Dirigo uno stabilimento in provincia di Ferrara. In un giro di assunzioni ci viene mandata una persona appartenente a una categoria protetta, con un livello di invalidità significativo. Avevo avuto da qualche anno un incidente grave, che mi ha lasciato in sedia a rotelle. Arriva Claudia: è un po’ pallidina, dicono sia disabile, ma non mi pare molto. Ci ho impiegato anni a comprendere quanto la fibrosi cistica sia una malattia pesante e invalidante, anche se apparentemente invisibile. L’ho imparato perché Claudia è diventata la mia segretaria. Era tanto coscienziosa e scrupolosa e da operaia in un reparto di montaggio venne promossa a mia assistente.

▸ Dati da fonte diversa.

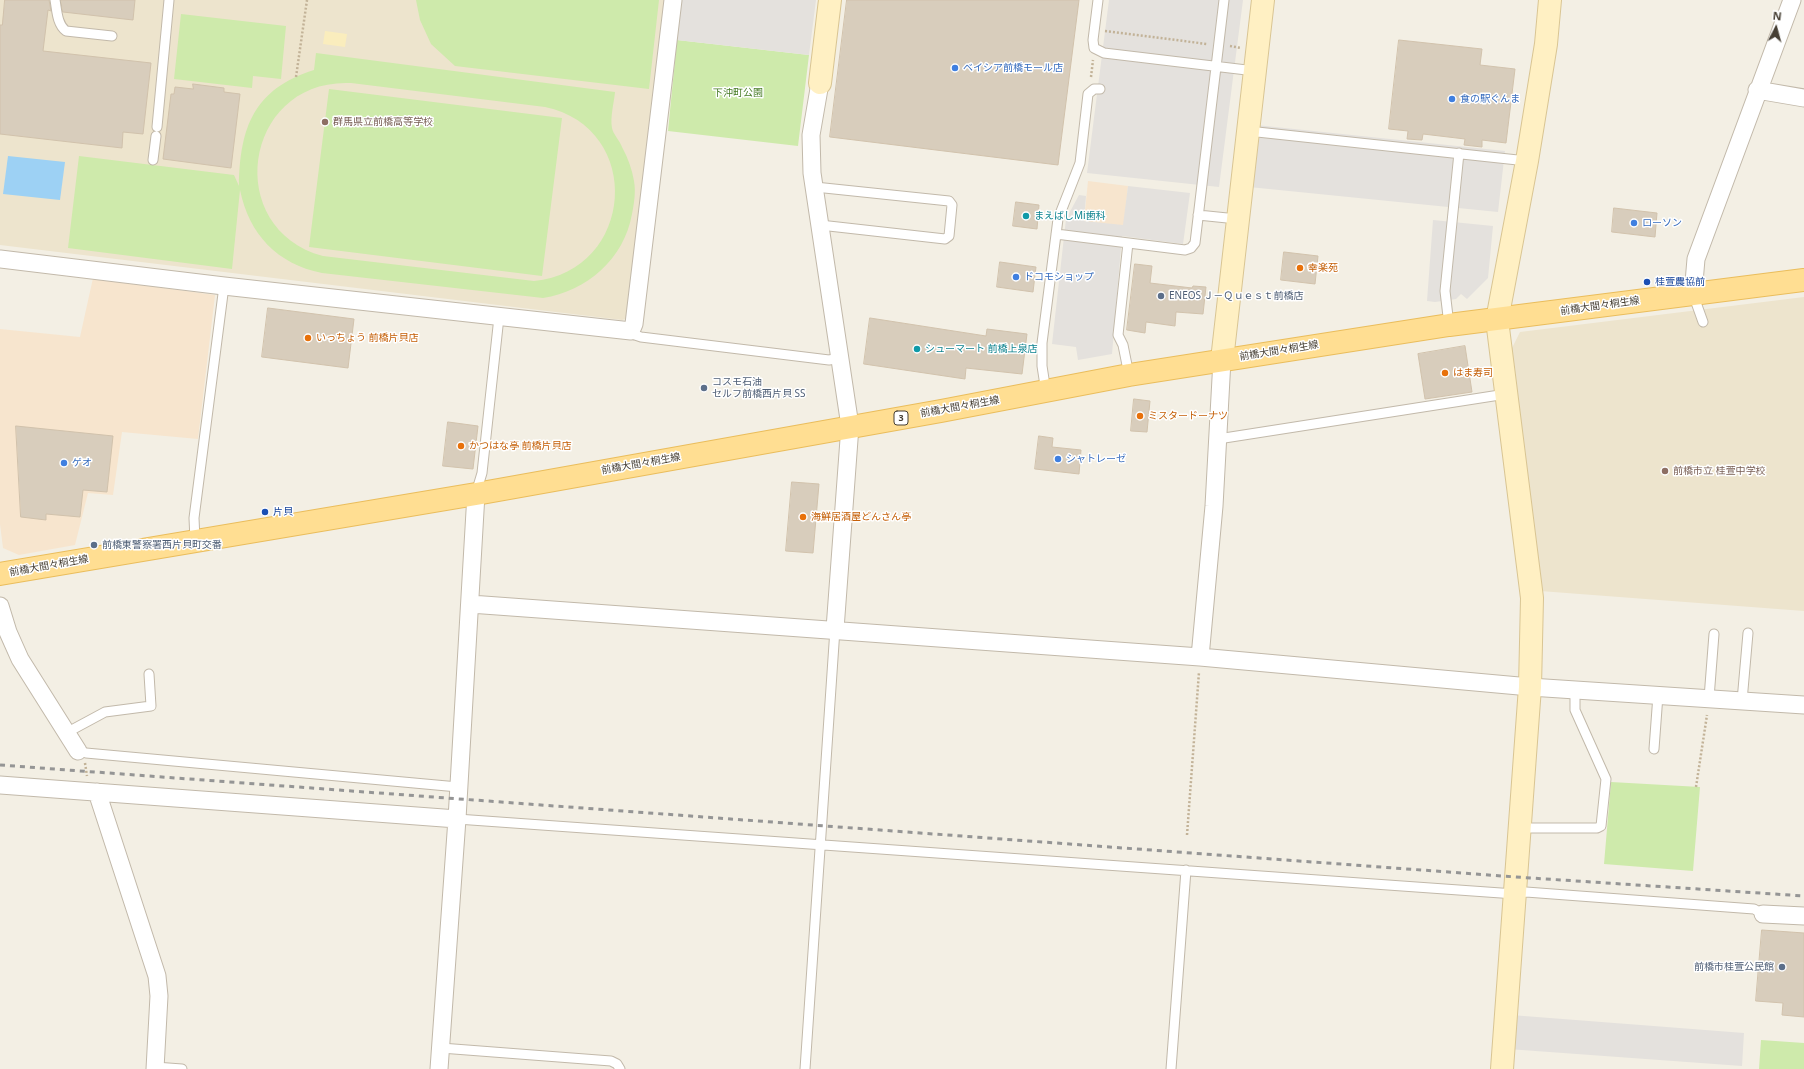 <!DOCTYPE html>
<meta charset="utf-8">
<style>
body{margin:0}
#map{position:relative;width:1804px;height:1069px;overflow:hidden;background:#f3efe4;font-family:"Noto Sans",sans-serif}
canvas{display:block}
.north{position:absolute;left:1756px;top:8px;width:40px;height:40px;-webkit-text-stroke:3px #fff;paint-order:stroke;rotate:6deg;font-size:11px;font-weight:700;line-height:16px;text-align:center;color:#463f34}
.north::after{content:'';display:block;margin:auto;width:14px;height:18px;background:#463f34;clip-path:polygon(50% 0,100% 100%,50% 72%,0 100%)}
</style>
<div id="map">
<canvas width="1804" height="1069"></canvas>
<div class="north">N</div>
</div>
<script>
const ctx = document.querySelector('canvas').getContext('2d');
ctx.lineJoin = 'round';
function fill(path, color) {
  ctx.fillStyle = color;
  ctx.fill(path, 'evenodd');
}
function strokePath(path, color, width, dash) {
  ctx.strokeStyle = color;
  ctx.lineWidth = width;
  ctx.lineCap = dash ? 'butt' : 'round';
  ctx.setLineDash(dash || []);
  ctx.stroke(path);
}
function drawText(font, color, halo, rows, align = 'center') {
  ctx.font = font + ' "Noto Sans","Noto Sans JP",sans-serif';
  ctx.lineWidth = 3;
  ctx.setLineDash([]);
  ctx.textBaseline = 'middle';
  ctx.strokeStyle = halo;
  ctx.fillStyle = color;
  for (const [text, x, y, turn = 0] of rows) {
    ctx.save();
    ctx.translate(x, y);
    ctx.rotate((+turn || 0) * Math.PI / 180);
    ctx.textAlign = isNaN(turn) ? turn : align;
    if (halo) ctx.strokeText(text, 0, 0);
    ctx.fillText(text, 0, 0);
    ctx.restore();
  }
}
fill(new Path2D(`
 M 1088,181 L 1128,186 L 1124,226 L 1084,221 Z
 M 93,278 L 215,295 L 198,439 L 122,432 L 113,495 L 88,493 L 75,545 L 19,555 L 3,548 L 0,524 L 0,329 L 80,337 Z`), '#f7e5ce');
fill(new Path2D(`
 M 0,0 L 666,0 L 626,319 L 622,320 L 0,245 Z
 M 1804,297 L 1804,611 L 1540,591 L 1510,352 L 1520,332 Z`), '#ede4cd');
fill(new Path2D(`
 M 416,0 L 659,0 L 649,89 L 455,66 L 431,44 L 420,20 Z
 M 181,14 L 286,26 L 281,79 L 253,76 L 252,88 L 174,79 Z
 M 677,40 L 809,55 L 798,146 L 668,131 Z
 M 316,53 L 615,92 C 614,103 610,117 612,128 C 613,134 620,141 622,147 C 628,158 632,169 634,181 C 636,192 634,204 632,214 C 624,259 587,291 543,298 L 322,273 C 277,264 249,234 240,190 L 232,269 L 68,248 L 79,156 L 234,175 L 239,186 C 240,127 254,89 314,70 ZM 351,83 L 545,107 C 645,128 635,271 534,281 L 323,256 C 221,228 244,78 351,83 Z
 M 329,89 L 562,118 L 542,276 L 309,247 Z
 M 1611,782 L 1700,787 L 1693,871 L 1604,864 Z
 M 1761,1040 L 1804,1043 L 1804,1069 L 1759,1069 Z`), '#ceeaab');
fill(new Path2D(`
 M 325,31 L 347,34 L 345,47 L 323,44 Z`), '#faedbd');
fill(new Path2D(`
 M 682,0 L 816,0 L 809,55 L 677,40 Z
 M 1109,0 L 1243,0 L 1219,187 L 1087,173 Z
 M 1256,125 L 1505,151 L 1498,212 L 1249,187 Z
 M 1128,186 L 1190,193 L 1183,244 L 1122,236 L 1112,354 L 1078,360 L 1076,347 L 1052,344 L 1066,219 L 1079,195 L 1086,196 L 1084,221 L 1123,225 Z
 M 1433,220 L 1493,226 L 1488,278 L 1467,299 L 1461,294 L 1456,299 L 1435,302 L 1427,301 Z
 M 1511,1015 L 1744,1033 L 1742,1066 L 1508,1049 Z`), '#e4e1dd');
fill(new Path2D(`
 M 8,156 L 65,162 L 60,200 L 3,194 Z`), '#9dd1f4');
const building = new Path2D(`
 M 5,0 L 49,0 L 51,11 L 48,10 L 43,51 L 151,63 L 143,134 L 123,132 L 122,148 L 0,134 L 0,25 L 2,25 Z
 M 61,0 L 135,0 L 133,20 L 63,12 Z
 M 847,0 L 1079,0 L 1058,165 L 830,137 Z
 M 1399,40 L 1482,49 L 1480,65 L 1515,69 L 1506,143 L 1482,140 L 1482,147 L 1464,145 L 1465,139 L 1423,134 L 1422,140 L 1407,139 L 1408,131 L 1389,129 Z
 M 193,84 L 224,88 L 224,92 L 240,94 L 231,168 L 163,159 L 171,94 L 174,94 L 175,87 L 193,89 Z
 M 1016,202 L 1039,205 L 1037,229 L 1013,226 Z
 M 1614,208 L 1657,213 L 1655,237 L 1612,232 Z
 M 1284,252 L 1318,256 L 1315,284 L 1281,280 Z
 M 1000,262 L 1036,267 L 1033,292 L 997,287 Z
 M 1135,264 L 1152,266 L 1150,283 L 1192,288 L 1193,286 L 1206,287 L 1203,314 L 1176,312 L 1175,326 L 1146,322 L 1145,333 L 1127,330 Z
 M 268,308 L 354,319 L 348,368 L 262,357 Z
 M 870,318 L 986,336 L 987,329 L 1027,334 L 1022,374 L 966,368 L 965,379 L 864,364 Z
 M 1465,346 L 1472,392 L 1425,399 L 1418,354 Z
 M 1134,399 L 1150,401 L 1147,432 L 1131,431 Z
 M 448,422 L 478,426 L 473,469 L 443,466 Z
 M 16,426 L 113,436 L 107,492 L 83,490 L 80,517 L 46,514 L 46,520 L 21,517 Z
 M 1039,436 L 1053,438 L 1052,447 L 1081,450 L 1079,474 L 1035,469 Z
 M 792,482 L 819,484 L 813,553 L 786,551 Z
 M 1762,930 L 1804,933 L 1804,1017 L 1782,1015 L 1783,1003 L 1756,1001 Z`);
fill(building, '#d8cdbc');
strokePath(building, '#d1c2ac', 1);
const lane = new Path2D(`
 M 55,0 C 57,11 57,24 66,31 L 112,36
 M 1098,0 L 1093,40 L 1094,48 L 1104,53 L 1255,71
 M 157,127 L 169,0
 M 1248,131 L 1527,161
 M 153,160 L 156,136
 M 815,187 L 949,201 L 952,205 L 949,236 L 945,239 L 820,225
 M 1198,215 L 1237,219
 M 1056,234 L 1185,250 L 1191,248 L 1195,243 L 1224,0
 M 1128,243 L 1118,335 L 1123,345 L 1129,375
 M 1693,294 L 1703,322
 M 1449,325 L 1445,291 L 1459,153
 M 631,331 L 635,335 L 641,337 L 829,360 L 840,358
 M 1046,392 L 1042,366 L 1042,343 L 1058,219 L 1080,163 L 1088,94 L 1094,89 L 1100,89
 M 1218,439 L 1506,394
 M 476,493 L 482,473 L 499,317
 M 195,540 L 194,518 L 224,286
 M 1709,698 L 1714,634
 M 1742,701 L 1748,633
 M 66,733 L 105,712 L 151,706 L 149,674
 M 1654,749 L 1658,695
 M 78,751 L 86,753 L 458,787
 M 457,819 L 1515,894 L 1526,892 L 1754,909 L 1763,914
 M 1519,828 L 1597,828 L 1601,826 L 1606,779 L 1575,710 L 1575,690
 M 441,1048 L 611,1061 L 617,1064 L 620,1069
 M 155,1067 L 182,1069
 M 805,1069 L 835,629
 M 1171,1069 L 1186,870`);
const street = new Path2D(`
 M 820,83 L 811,135 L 812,173 L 850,426 L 835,629
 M 1757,90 L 1804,98
 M 0,259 L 224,286 L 631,331 L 634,324 L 673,0
 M 1693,294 L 1696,259 L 1792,0
 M 470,604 L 1200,657 L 1530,687 L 1804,705
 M 0,606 L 8,632 L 20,659 L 78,751
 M 1200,657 L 1214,506 L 1222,360
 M 0,785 L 457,819
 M 97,792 L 157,976 L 159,996 L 155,1069
 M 1763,914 L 1804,916
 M 439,1069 L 457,819 L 476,494`);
const secondary = new Path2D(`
 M 820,83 L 830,0
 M 1222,360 L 1263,0
 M 1502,1069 L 1530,687 L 1532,598 L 1497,320 L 1527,161 L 1546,44 L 1550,0`);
const primary = new Path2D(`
 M 0,574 L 476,494 L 941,411 L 1129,375 L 1449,325 L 1804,280`);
strokePath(lane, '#c2b9aa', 11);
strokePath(street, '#c2b9aa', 19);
strokePath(secondary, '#d9c593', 24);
strokePath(primary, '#eabd5c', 24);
strokePath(new Path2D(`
 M 1105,31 L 1207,44
 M 1230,46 L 1241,48
 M 296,77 L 307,0
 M 1091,77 L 1093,60
 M 85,763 L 87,776
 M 1696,787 L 1707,715
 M 1187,835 L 1199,672`), '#c2b297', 2.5, [2, 2]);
strokePath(lane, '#fff', 9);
strokePath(street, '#fff', 17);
strokePath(secondary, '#fff0c3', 22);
strokePath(primary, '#ffde92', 22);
strokePath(new Path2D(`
 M 0,765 L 1516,877 L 1804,896`), '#959595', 3, [5, 5]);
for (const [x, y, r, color] of [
 [955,68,4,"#3f7fe0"],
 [1452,99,4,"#3f7fe0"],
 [325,122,4,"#8d6e63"],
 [1026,216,4,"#0f9aa8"],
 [1634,223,4,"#3f7fe0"],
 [1300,268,4,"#e8710a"],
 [1016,277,4,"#3f7fe0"],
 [1647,282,4,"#1a4fb4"],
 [1161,296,4,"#5c6f8a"],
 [308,338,4,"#e8710a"],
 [917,349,4,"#0f9aa8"],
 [1445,373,4,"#e8710a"],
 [704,388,4,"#5c6f8a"],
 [1140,416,4,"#e8710a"],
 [461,446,4,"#e8710a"],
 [1058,459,4,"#3f7fe0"],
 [64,463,4,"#3f7fe0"],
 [1665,471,4,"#8d6e63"],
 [265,512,4,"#1a4fb4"],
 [803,517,4,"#e8710a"],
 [94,545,4,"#5c6f8a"],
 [1782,967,4,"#5c6f8a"]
]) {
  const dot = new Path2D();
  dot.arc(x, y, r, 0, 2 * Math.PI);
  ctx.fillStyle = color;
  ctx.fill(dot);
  strokePath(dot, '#fff', 1.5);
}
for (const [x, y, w] of [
 [901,418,14]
]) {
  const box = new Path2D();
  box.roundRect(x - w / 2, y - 7, w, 14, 3);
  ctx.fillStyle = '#fff';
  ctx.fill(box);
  strokePath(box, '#463f34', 1);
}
drawText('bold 9px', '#463f34', null, [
 ["3",901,418]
]);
drawText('10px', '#366cbe', '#fff', [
 ["ベイシア前橋モール店",963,68],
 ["食の駅ぐんま",1460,99],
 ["ローソン",1642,223],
 ["ドコモショップ",1024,277],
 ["シャトレーゼ",1066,459],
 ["ゲオ",72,463]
], 'left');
drawText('10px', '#467b24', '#fff', [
 ["下沖町公園",738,93]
]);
drawText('10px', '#785e54', '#fff', [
 ["群馬県立前橋高等学校",333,122],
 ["前橋市立 桂萱中学校",1673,471]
], 'left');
drawText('10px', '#0d838f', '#fff', [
 ["まえばしMi歯科",1034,216],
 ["シューマート 前橋上泉店",925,349]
], 'left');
drawText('10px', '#c56008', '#fff', [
 ["幸楽苑",1308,268],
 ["いっちょう 前橋片貝店",316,338],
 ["はま寿司",1453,373],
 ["ミスタードーナツ",1148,416],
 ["かつはな亭 前橋片貝店",469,446],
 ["海鮮居酒屋どんさん亭",811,517]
], 'left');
drawText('10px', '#164399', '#fff', [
 ["桂萱農協前",1655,282],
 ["片貝",273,512]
], 'left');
drawText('10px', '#4e5e75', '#fff', [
 ["ENEOS Ｊ－Ｑｕｅｓｔ前橋店",1169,296],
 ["コスモ石油",712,382],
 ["セルフ前橋西片貝 SS",712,394],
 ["前橋東警察署西片貝町交番",102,545],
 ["前橋市桂萱公民館",1774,967,"right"]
], 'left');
drawText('10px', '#463f34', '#fff', [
 ["前橋大間々桐生線",1600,306,-8],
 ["前橋大間々桐生線",1279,351,-9],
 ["前橋大間々桐生線",960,407,-10],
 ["前橋大間々桐生線",641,464,-10],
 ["前橋大間々桐生線",49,566,-10]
]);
</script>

I pazienti sono molto pudìchi, non raccontano mai davvero a cosa vanno incontro. Subito non avevo capito che la sua fosse una malattia per cui non esisteva una cura. Volevamo aiutarla a guarire e ci eravamo informati per portarla in America. Contemporaneamente, con altri industriali della zona, avevamo creato un cartello di aziende per aiutare nel sociale. Mettevamo 25-30 milioni di lire per azienda. Quando ci è stato detto che solo la ricerca poteva cambiare le cose, in 4-5 anni abbiamo finanziato diversi progetti FFC, per un importo di circa 150.000 euro.

Conosco Claudia oramai da 20 anni, ma ci è voluto il dottor Ettore Bigi, per chiarirmi le idee. Grazie a lui ho saputo che chi nasce con la fibrosi cistica, solo da qualche anno riesce a diventare grande. Prima moriva nella fase dello sviluppo. La malattia porta al deterioramento dei polmoni. È peggio che essere in prigione avere la fibrosi cistica. Durante una cena ho chiesto a Claudia di raccontare la sua giornata. Normalmente si sta fuori dalla stanza di questi malati e la malattia non viene percepita. Quando ci entri l’effetto è dirompente. Chi ascoltava Claudia è rimasto scioccato. La gente piangeva.

I progressi scientifici a cui abbiamo assistito sono stati significativi al punto da portare a una speranza superiore di guarigione. In un tempo ragionevole questa malattia verrà debellata, per questo è importante abbattere il muro dell’indifferenza e non darsi per vinti.